- _Task brief_
Look through the data for the string "white". Copy every line where it is found.
Dataset extract section start
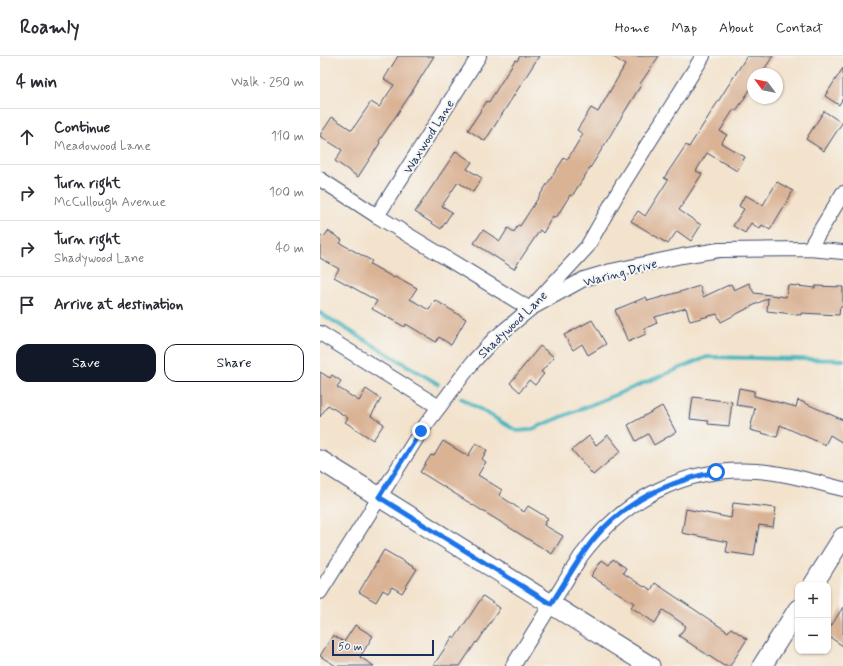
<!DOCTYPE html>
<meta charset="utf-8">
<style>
body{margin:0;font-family:Mynerve,sans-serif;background:#f2f2f3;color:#2b2b33}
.controls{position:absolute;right:12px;bottom:12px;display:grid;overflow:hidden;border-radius:8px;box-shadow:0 1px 3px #0004}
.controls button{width:36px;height:36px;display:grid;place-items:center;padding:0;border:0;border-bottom:1px solid #e1e1e2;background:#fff;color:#2b2b33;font:20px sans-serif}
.compass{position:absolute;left:427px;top:12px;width:36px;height:36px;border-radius:50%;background:#fff;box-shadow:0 1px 3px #0004;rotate:302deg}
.scale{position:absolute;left:12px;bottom:10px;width:102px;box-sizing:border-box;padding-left:4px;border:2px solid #1b2f5e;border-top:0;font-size:11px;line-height:14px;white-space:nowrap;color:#1b2f5e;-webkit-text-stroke:3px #f6f6f2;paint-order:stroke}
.stop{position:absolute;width:12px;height:12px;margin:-9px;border:3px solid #1a73e8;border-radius:50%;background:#fff}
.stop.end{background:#1a73e8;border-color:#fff;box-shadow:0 1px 4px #0008}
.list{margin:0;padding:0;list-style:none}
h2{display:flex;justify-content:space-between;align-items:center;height:52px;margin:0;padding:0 16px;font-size:17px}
h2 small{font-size:13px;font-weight:400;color:#7c7c81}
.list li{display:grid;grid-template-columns:26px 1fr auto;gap:12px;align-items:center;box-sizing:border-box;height:56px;padding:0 16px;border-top:1px solid #e1e1e2}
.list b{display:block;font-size:15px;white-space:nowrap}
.list p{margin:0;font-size:13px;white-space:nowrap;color:#7c7c81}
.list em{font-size:13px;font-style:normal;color:#7c7c81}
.actions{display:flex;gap:8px;padding:12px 16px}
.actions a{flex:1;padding:9px 0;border:1px solid #111827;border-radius:12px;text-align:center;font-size:14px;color:#111827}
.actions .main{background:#111827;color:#fff}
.icon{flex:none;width:22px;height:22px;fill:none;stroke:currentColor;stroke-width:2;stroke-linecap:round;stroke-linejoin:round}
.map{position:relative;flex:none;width:523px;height:610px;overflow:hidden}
header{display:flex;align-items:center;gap:24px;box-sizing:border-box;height:56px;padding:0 20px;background:#fff;border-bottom:1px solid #e1e1e2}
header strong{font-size:19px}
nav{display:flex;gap:22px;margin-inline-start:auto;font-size:14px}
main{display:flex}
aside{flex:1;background:#fff}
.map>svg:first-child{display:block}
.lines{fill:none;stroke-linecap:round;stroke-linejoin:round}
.stream{stroke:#46b5be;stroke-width:4}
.building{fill:#dab395}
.street-casing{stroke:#3b4a6f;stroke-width:16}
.secondary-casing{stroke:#3b4a6f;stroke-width:21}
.street{stroke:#fff;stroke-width:14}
.secondary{stroke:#fff;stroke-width:19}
.route{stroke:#1a73e8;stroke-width:5}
.labels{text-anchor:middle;stroke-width:4;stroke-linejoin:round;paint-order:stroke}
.street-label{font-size:13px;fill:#1b2f5e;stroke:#f6f6f2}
</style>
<header>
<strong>Roamly</strong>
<nav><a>Home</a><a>Map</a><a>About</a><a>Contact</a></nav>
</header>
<main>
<aside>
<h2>4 min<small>Walk · 250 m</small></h2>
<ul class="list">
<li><svg class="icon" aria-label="ahead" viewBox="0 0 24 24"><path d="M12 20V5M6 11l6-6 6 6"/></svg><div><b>Continue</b><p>Meadowood Lane</p></div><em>110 m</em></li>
<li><svg class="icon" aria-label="right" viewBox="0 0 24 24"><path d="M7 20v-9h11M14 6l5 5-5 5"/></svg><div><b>Turn right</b><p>McCullough Avenue</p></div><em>100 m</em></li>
<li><svg class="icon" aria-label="right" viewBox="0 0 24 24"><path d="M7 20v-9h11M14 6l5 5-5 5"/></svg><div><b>Turn right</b><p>Shadywood Lane</p></div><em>40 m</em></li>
<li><svg class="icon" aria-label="arrive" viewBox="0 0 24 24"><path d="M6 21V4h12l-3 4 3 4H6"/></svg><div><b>Arrive at destination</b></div></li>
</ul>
<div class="actions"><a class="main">Save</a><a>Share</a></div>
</aside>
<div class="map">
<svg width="523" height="610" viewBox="0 0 523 610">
<rect width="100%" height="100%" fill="#f6f6f2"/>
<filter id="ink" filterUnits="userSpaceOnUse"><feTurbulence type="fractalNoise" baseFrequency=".025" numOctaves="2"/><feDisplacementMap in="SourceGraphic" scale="8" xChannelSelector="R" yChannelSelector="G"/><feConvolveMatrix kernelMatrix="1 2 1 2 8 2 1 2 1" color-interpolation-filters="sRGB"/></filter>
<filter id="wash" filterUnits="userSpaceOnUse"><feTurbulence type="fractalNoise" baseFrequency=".012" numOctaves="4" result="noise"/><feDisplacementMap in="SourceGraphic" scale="16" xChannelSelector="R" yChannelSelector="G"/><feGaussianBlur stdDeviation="0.9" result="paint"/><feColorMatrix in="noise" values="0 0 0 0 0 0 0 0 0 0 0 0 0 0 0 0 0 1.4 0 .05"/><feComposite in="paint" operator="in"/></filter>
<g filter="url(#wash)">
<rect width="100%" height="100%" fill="#f3e3cd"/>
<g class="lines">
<g class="stream">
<path d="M0,257L118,328"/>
<path d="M141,342L197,375L210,374L387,301L523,304"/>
</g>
</g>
<g id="blocks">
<g class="building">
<path d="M78,0H114L90,39L59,85L60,87L38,121L15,105L22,94L0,80V79L12,61L32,74L51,46L59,51L74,29L64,23Z"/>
<path d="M200,0H219L165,85L148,74L167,45L169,46L195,4L197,5Z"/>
<path d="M292,0H339L320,28L321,29L277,101L252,140L250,139L236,162L233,160L223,177L220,174L194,213L154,187L163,174L180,185L188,172L194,176L198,169L200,170L244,102L247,104L263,78L257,74L271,52L278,56L305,9Z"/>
<path d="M427,0H453L441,18H433V29L416,55L414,53L400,75L407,79L401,87L425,101L417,115L387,97L376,115L382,118L359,154L381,169L371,185L357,175L348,188L311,165L318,155L325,160L348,124L344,122L366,89L369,91Z"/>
<path d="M523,12V42L519,49L505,40Z"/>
<path d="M504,55L522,67L504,95L486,83Z"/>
<path d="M136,95L152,106L147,113L162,122L153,136L138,126L122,150L132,156L121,173L95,156Z"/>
<path d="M457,126L473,135L450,174L442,169L440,173L431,167L425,177L413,170L424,153L419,150L425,139L443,149Z"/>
<path d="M8,175L22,184L20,187L52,205L50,208L74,222L75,220L97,232L90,243L109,254L115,244L146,263L131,289L119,281L116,286L86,268L85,271L52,253L57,245L14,221L19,213L0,202V179L4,181Z"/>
<path d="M429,227L434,237L466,241L468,229L495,232V230L523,231V251H520L519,259L481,257V259L447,255L448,242L401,266L397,258L370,265L366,252L335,261L337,267L324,273L326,278L308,286L295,254L326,241L328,245L380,230L383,241L411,228L414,234Z"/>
<path d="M272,264L286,288L268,299L262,288L253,294L244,279Z"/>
<path d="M220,290L234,301L221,316L224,318L215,329L209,324L200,336L190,327Z"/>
<path d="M0,316L10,322L12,319L21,325L17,331L39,345L46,333L61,343L51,360L64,368L53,384L25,366L28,362L8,349L0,361Z"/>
<path d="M419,332L434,335V340L476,351L478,344L523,364V387L510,379L505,389L460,369L457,381L430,374L435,352L416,349Z"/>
<path d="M373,341L412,346L409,370L388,368V365L370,363Z"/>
<path d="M342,350L356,376L334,389L328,378L316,385L308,369Z"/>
<path d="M288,379L301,395L273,419L252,394L269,380L276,389Z"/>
<path d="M123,385L148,400L156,387L167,394L162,403L166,406L158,419L182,434L179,439L204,456L208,450L228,462L224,469L243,480L232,498L100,416L111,399L114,400Z"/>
<path d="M413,447L456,452L453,471L439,469L434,500L406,496L408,486L362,477L366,453L411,462Z"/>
<path d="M64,494L97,513L82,537L72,531L68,537L63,534L56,546L39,536Z"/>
<path d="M293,503L306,512L303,517L324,531L325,530L331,534L335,527L408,576L411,572L427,583L410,610H404L359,580L366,570L343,554L335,567L311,551L314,547L271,520L282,504L289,509Z"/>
<path d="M163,540L180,552L157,587L156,586L140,610H113L133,580L135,582Z"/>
<path d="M523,551V590L508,580V575Z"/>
<path d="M35,569L53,580L40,601L54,610H16L0,600L13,579L24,586Z"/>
</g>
</g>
</g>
<g filter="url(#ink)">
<use href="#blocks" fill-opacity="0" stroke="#3b4a6f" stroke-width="1"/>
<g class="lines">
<defs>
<g id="street">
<path d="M0,123L57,160L210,253L264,223L291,215L362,200L399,194L489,193L523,196"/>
<path d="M57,160L159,0"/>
<path d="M489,193L523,137"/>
<path d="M0,277L119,351"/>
<path d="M0,536L101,375L153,306L174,283L210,253L267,191L304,126L383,0"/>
<path d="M193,610L261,500C304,443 364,410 437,415C466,417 495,426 523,433"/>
</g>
<g id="secondary">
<path d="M0,404L330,610"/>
<path d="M493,529L523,481"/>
<path d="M442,610L478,553"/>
</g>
</defs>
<use href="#street" class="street-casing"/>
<use href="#secondary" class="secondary-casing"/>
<use href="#street" class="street"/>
<use href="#secondary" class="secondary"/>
</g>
</g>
<g class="lines" filter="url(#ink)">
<path class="route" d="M101,375L59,441L231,548C245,527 257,504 273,484C304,446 349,425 396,416"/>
</g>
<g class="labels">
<g class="street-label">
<text transform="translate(108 80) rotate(-58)" y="5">Waxwood Lane</text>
<text transform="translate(300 216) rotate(-15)" y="5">Waring Drive</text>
<text transform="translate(192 268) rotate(-44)" y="5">Shadywood Lane</text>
</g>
</g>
</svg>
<div class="controls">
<button>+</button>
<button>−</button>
</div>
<svg class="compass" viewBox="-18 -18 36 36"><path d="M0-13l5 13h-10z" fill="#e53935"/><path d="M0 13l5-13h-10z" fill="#7c7c81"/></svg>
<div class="scale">50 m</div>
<div class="stop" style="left:396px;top:416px"></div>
<div class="stop end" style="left:101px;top:375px"></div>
</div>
</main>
Dataset extract section end
- _Output below_
.scale{position:absolute;left:12px;bottom:10px;width:102px;box-sizing:border-box;padding-left:4px;border:2px solid #1b2f5e;border-top:0;font-size:11px;line-height:14px;white-space:nowrap;color:#1b2f5e;-webkit-text-stroke:3px #f6f6f2;paint-order:stroke}
.list b{display:block;font-size:15px;white-space:nowrap}
.list p{margin:0;font-size:13px;white-space:nowrap;color:#7c7c81}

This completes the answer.